SÜT İZNİ VE KULLANIMI

Kanunun 74’üncü maddesinde kadın işçilere doğum ardından bir yıla kadar günde bir buçuk saat süt izni verilmesi düzenlenmiş olup bu süre çalışma süresinden sayılmaktadır. Süt izni için doğum yapan kadın işçinin çocuğunun hayatta olması, fiilen istihdam ediliyor olması ve işverene bildirimde bulunması yeterlidir. Önemle belirtmek gerekir ki, analık izni, yarım çalışma izni veya altı aya kadar ücretsiz izin kapsamında fiilen tam zamanlı çalışmanın söz konusu olmayan dönemlerde süt izni kullanılmamaktadır.

Kanunda kadın işçilere verilmesi gereken izin süreleri emredici nitelikte olduğundan, süt izni hakkının işverence kullandırılmaması kadın işçiye iş sözleşmesini haklı nedenle fesih imkânı vermekte ve işverence süt izni verilmemesinin yaptırımı yukarıda Kanunun 104’üncü maddesinde idari para cezası olarak öngörülmektedir[3].

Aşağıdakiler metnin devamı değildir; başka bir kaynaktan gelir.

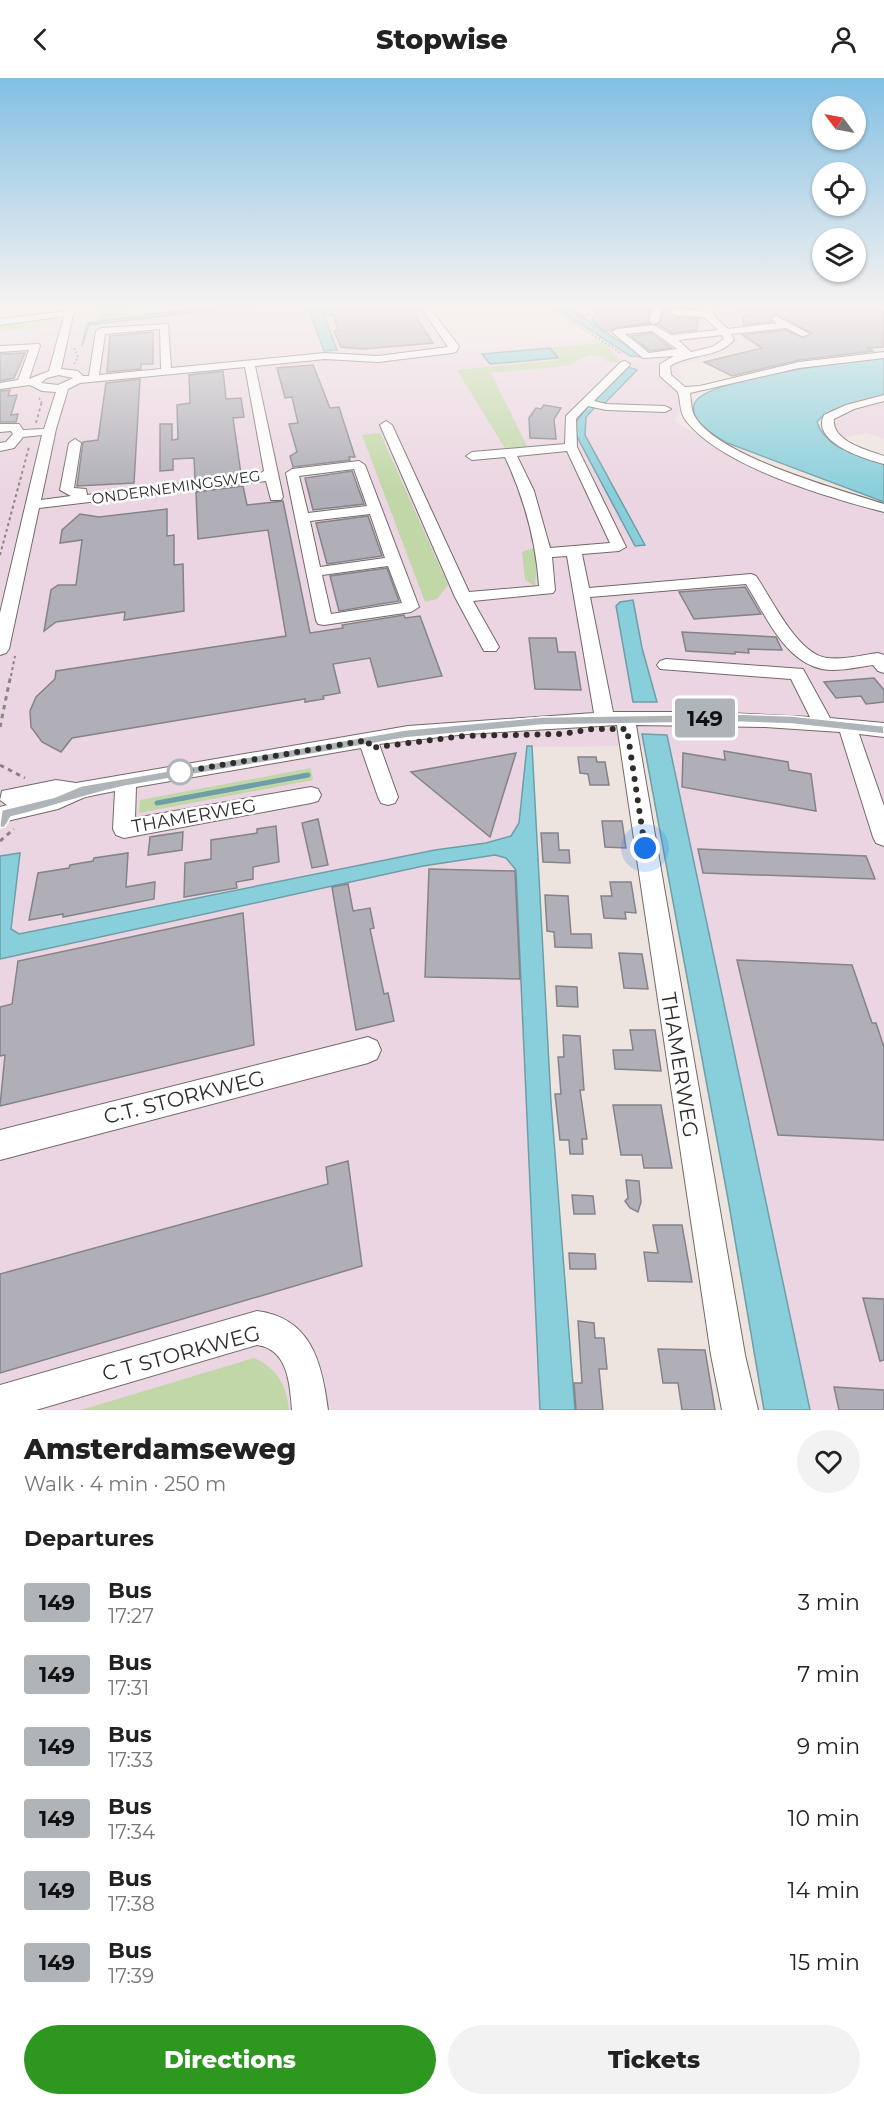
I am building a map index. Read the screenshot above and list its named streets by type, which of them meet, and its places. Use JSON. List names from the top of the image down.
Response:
{
  "streets": {
    "street": [
      "ONDERNEMINGSWEG",
      "THAMERWEG",
      "C.T. STORKWEG",
      "C T STORKWEG"
    ]
  },
  "lines": ["bus line 149"],
  "north": "top left",
  "page": {
    "header": "Stopwise",
    "on_map": "149",
    "heading": [
      ["Amsterdamseweg", "Walk · 4 min · 250 m"],
      "Departures"
    ],
    "list": [
      {
        "mark": "149",
        "name": "Bus",
        "note": "17:27",
        "value": "3 min"
      },
      {
        "mark": "149",
        "name": "Bus",
        "note": "17:31",
        "value": "7 min"
      },
      {
        "mark": "149",
        "name": "Bus",
        "note": "17:33",
        "value": "9 min"
      },
      {
        "mark": "149",
        "name": "Bus",
        "note": "17:34",
        "value": "10 min"
      },
      {
        "mark": "149",
        "name": "Bus",
        "note": "17:38",
        "value": "14 min"
      },
      {
        "mark": "149",
        "name": "Bus",
        "note": "17:39",
        "value": "15 min"
      }
    ],
    "buttons": ["Directions", "Tickets"]
  }
}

Bu hususta Yüksek Mahkeme kararlarında görüş değişikliği gündeme gelmiştir. Yargıtay’ın görüşü 2015 yılından itibaren değişerek Anayasa’nın 50’nci maddesinin 2’nci fıkrasına atıfta bulunulmuş ve süt izninin kullandırılmaması halinde kullandırılmayan sürenin %50 zamlı ücret üzerinden hesaplama yapılacağı hükmedilmiştir[4]. Bir diğer ifadeyle, süt izni çalışma süresine dahil olduğundan işverence kadın işçinin bu sürede çalıştırılması halinde kadın işçinin zamlı ücrete hak kazanacağına hükmedilmiştir[5]. Zira bu hususta Kanunun açık hükmü mevcut olup Kanunun 66’ncı maddesinin 1’inci fıkrasının (e) bendi uyarınca süt izni, çalışma süresinden sayılmaktadır.

Yargıtay kararında süt iznini kullanıma süresinde işçi lehine olmak üzere taraflarca süre düzenlemesi yapılabileceği hüküm altına alınmıştır. Ek olarak kadın işçi, süt izninin tamamını tek seferde veya bölerek de kullanabileceği gibi çalışma süresinde hangi saatlerde kullanacağına da ihtiyacına göre tek taraflı olarak karar verebilmektedir[6]. Ancak, her halükârda iş ilişkisi gereği işçilerin sadakat yükümlülüğü de gözden kaçırılmamalı, kadın işçi izin süresini belirlerken kötü niyetli hareket etmemeli ve mümkün olduğunca işveren ile mutabık kalarak çalışma düzenini olağan şekilde sürdürmeye çabalamalıdır.

Bununla birlikte, uygulamada süt izninin sıkça toplu olarak kullandırıldığı görülmektedir. Konuya ilişkin aksi yönde kararlar mevcut olsa da güncel Yargıtay kararlarında kadın işçinin günlük olarak öngörülen süt iznini toplu şekilde kullanma talebinde bulunamayacağına hükmedilmiştir[7]. Her ne kadar, bazı büyükşehirlerde yaşayan ve işyerleri ikametgahlarına uzak olan veya işyerlerinin kreş ve emzirme odası ve benzeri olanakları bulunmayan kadın işçilerce iznin toplu olarak kullandırılması tercih edilse de Kanunun 74’üncü maddesinin 7’nci fıkrası “Kadın işçilere bir yaşından küçük çocuklarını emzirmeleri için günde toplam bir buçuk saat süt izni verilir.” şeklinde olup maddenin lafzında açıkça iznin günlük olarak kullanılması amaçlanmıştır.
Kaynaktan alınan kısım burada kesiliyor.